[Required work]: Look through the data that follows and copy each line with the string "image".

[Records for processing]:
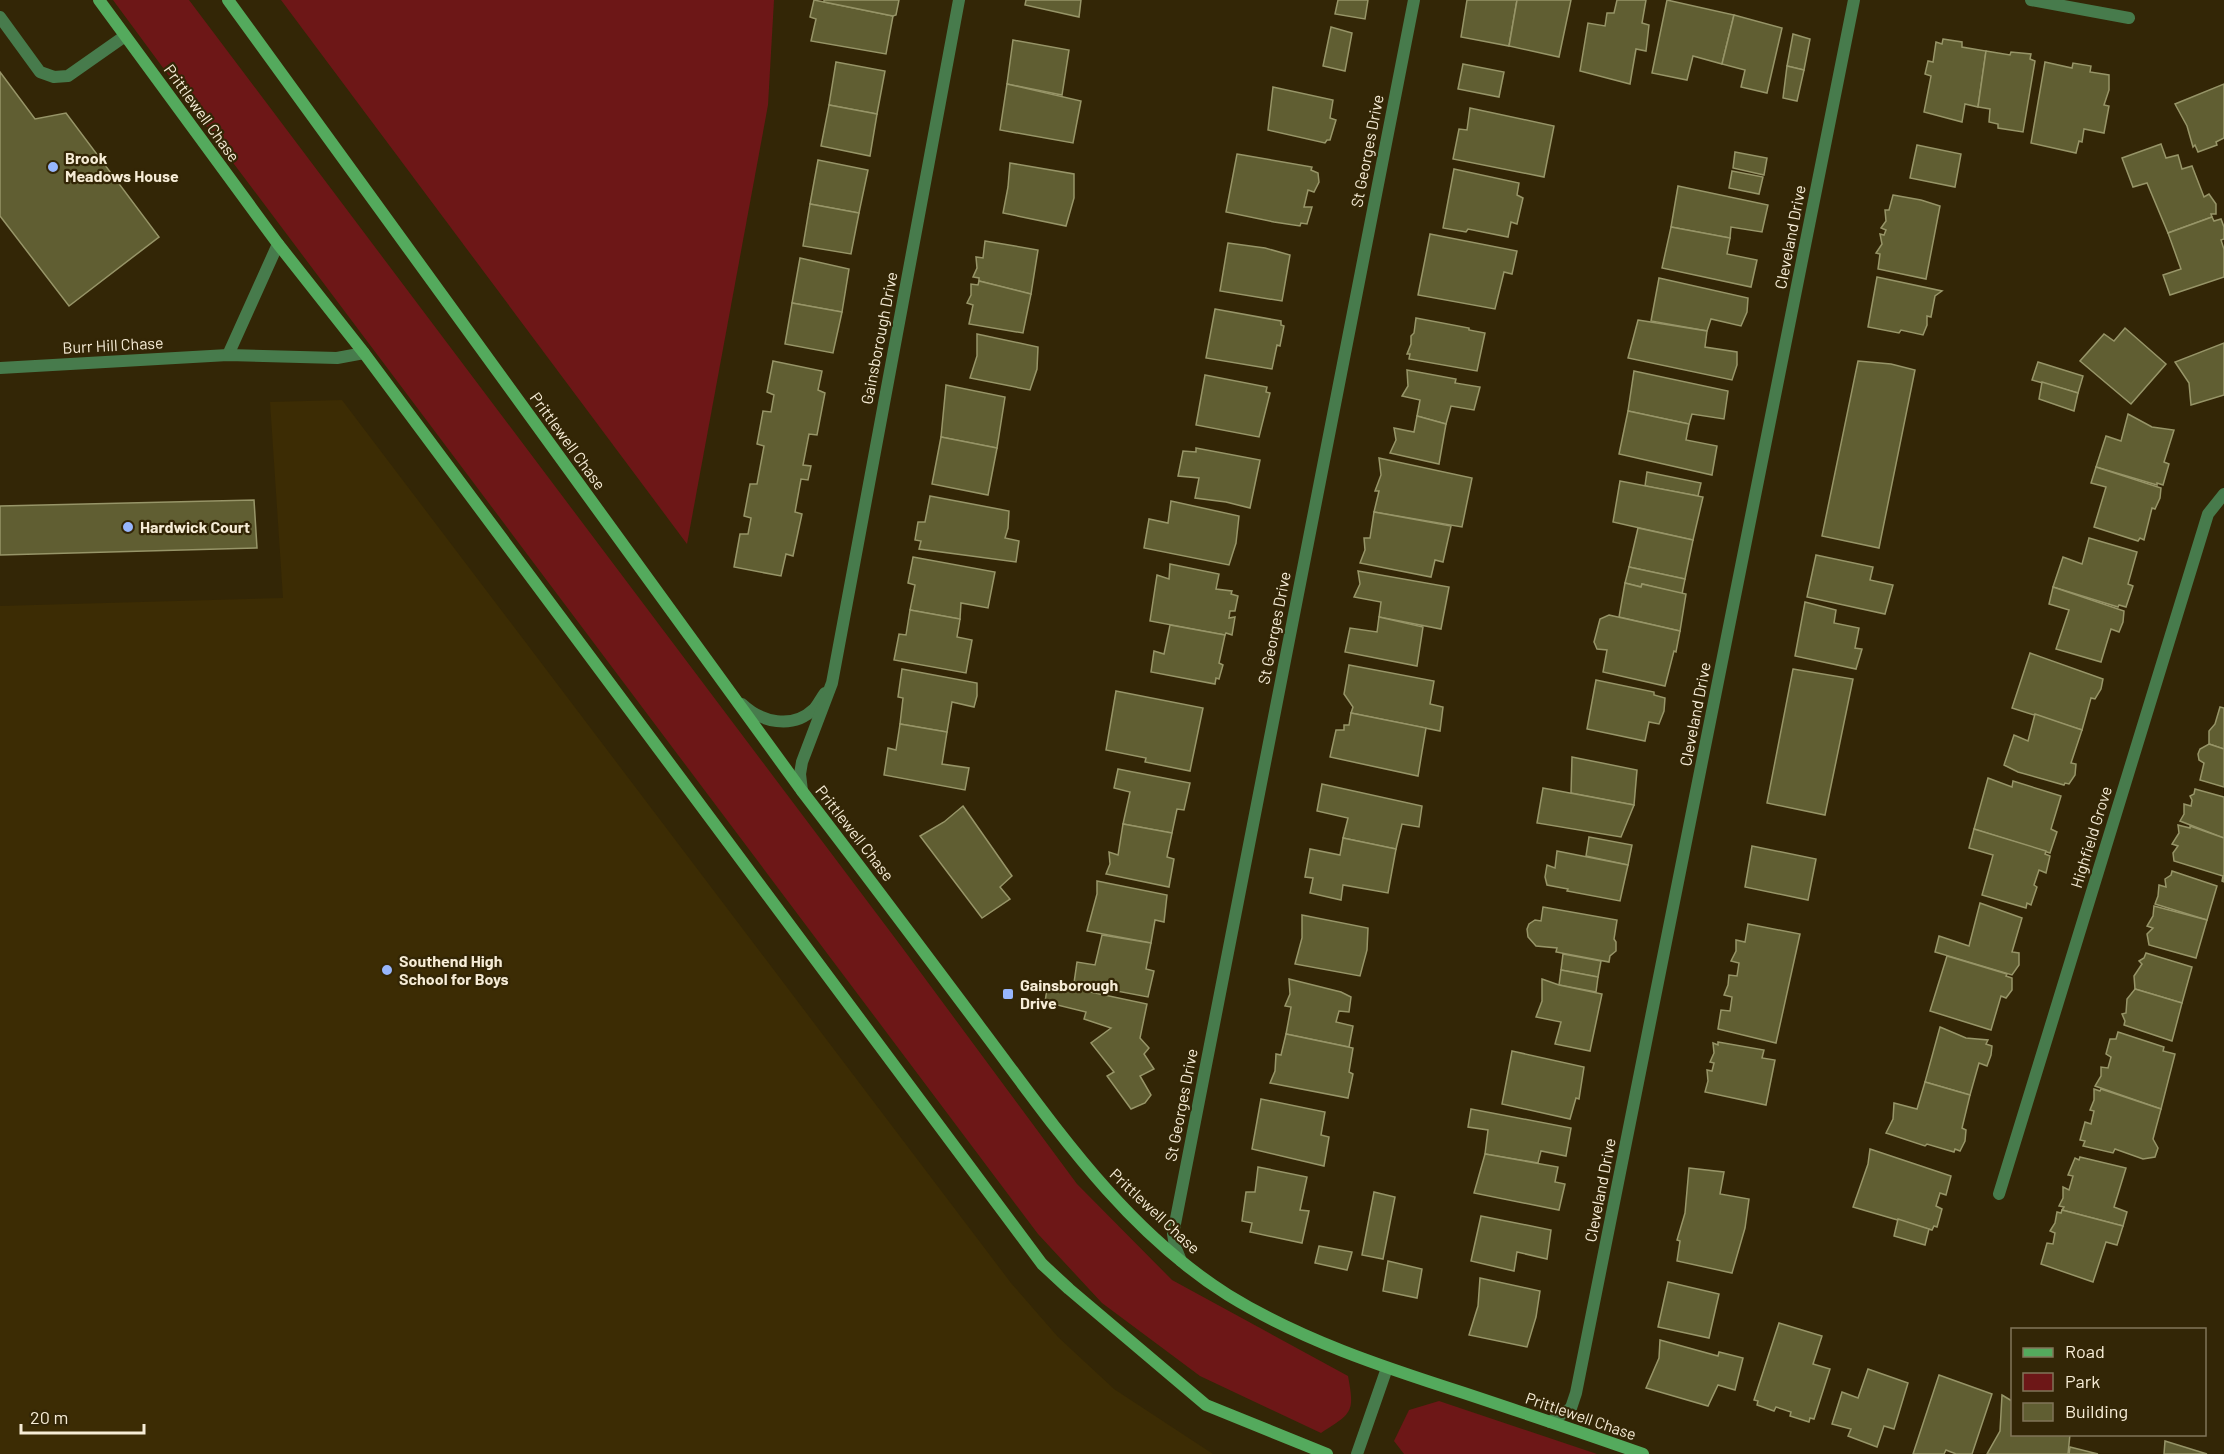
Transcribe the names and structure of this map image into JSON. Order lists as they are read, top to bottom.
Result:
{
  "streets": {
    "street": [
      "Prittlewell Chase",
      "St Georges Drive",
      "Cleveland Drive",
      "Gainsborough Drive",
      "Burr Hill Chase",
      "Highfield Grove"
    ]
  },
  "crossings": [
    ["Prittlewell Chase", "St Georges Drive"],
    ["Prittlewell Chase", "Cleveland Drive"],
    ["Prittlewell Chase", "Gainsborough Drive"],
    ["Prittlewell Chase", "Burr Hill Chase"]
  ],
  "places": {
    "other": ["Brook Meadows House", "Hardwick Court", "Southend High School for Boys"],
    "transit": ["Gainsborough Drive"]
  },
  "legend": ["Road", "Park", "Building"],
  "scale_bar": "20 m"
}
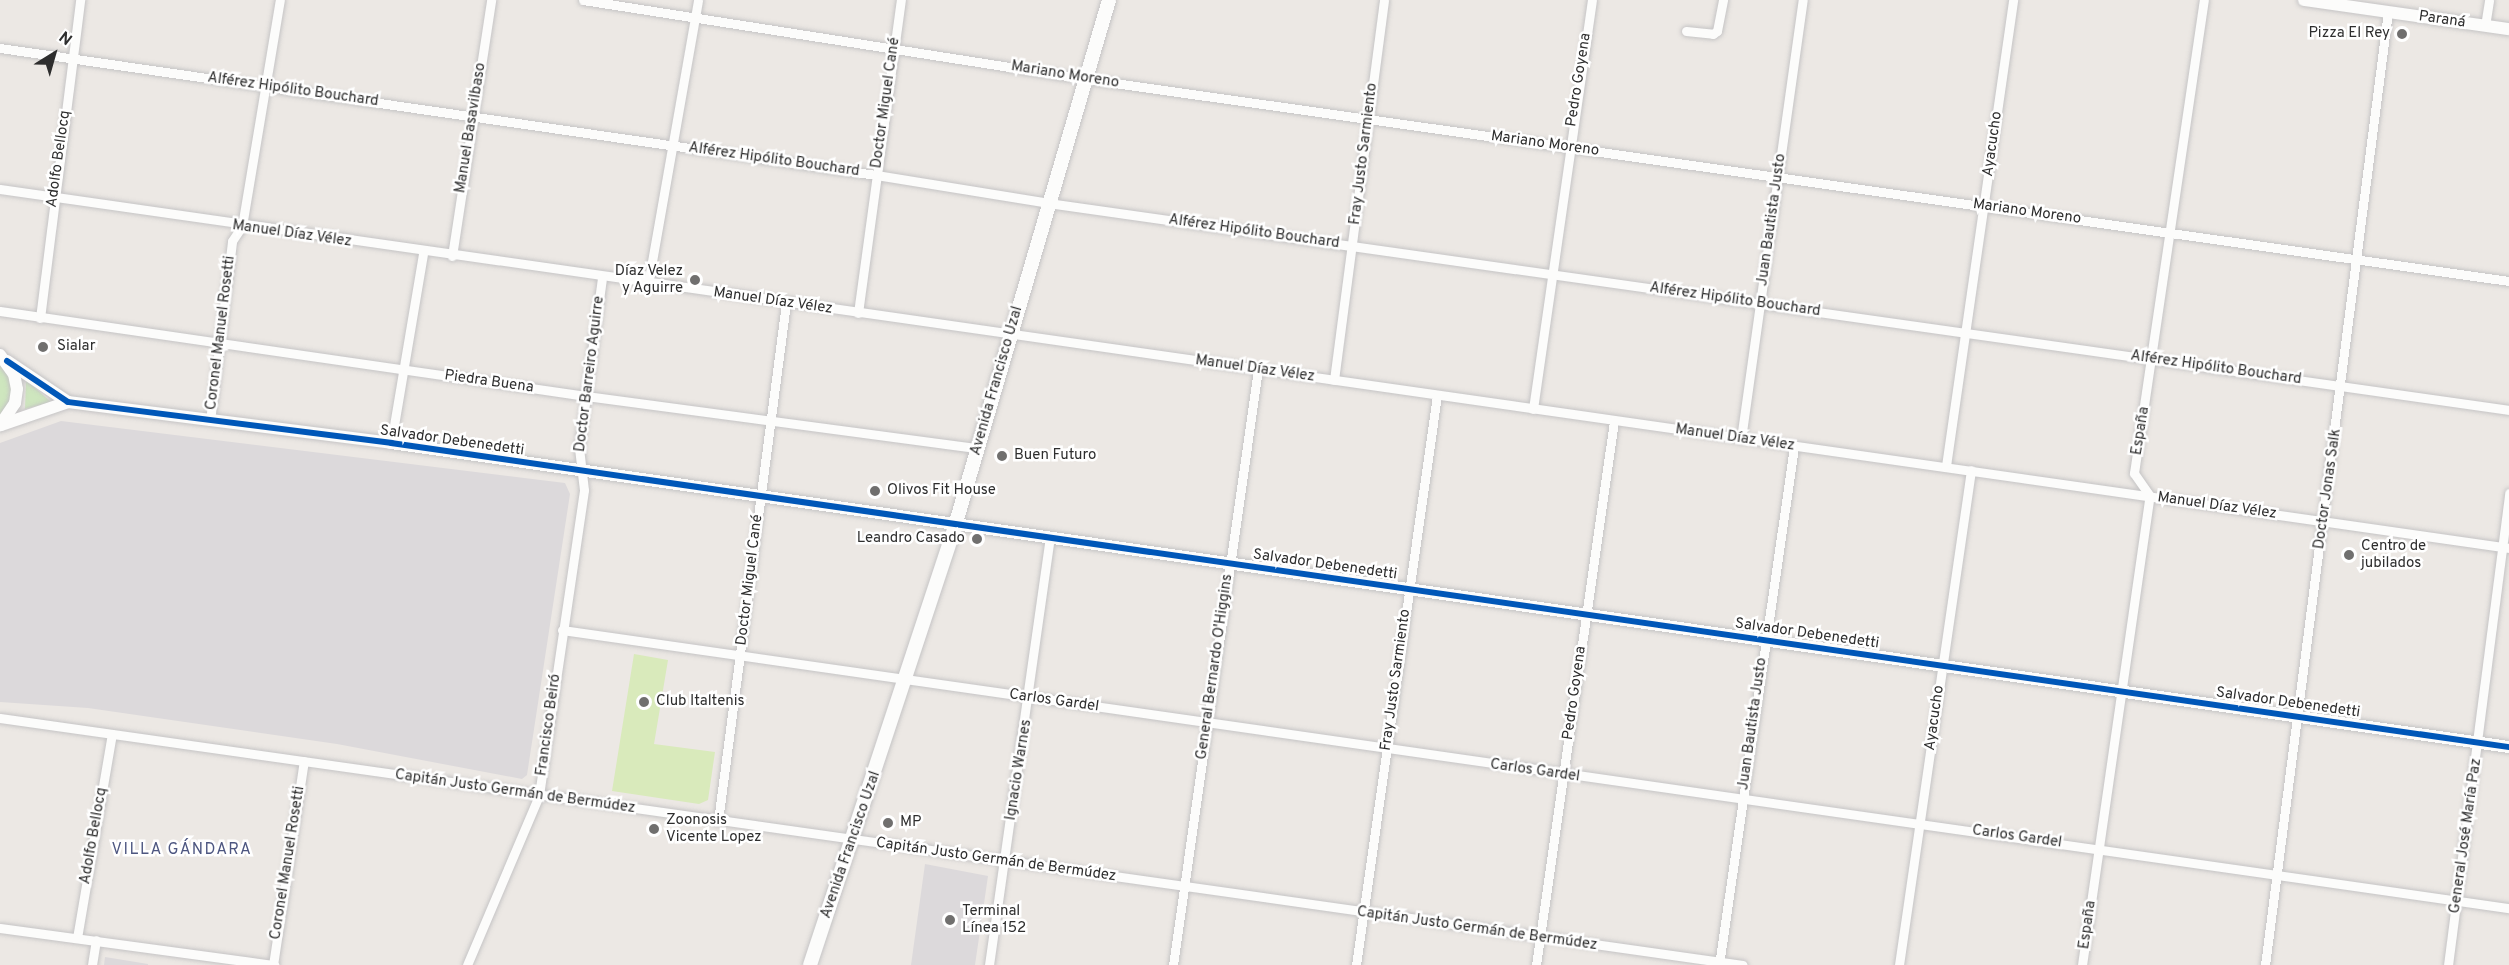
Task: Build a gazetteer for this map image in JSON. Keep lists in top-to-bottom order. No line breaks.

[Answer area]:
Transcribe the names and structure of this map image into JSON. Order lists as they are read, top to bottom.
Task: Build a gazetteer for this map image in JSON. Keep lists in top-to-bottom order. No line breaks.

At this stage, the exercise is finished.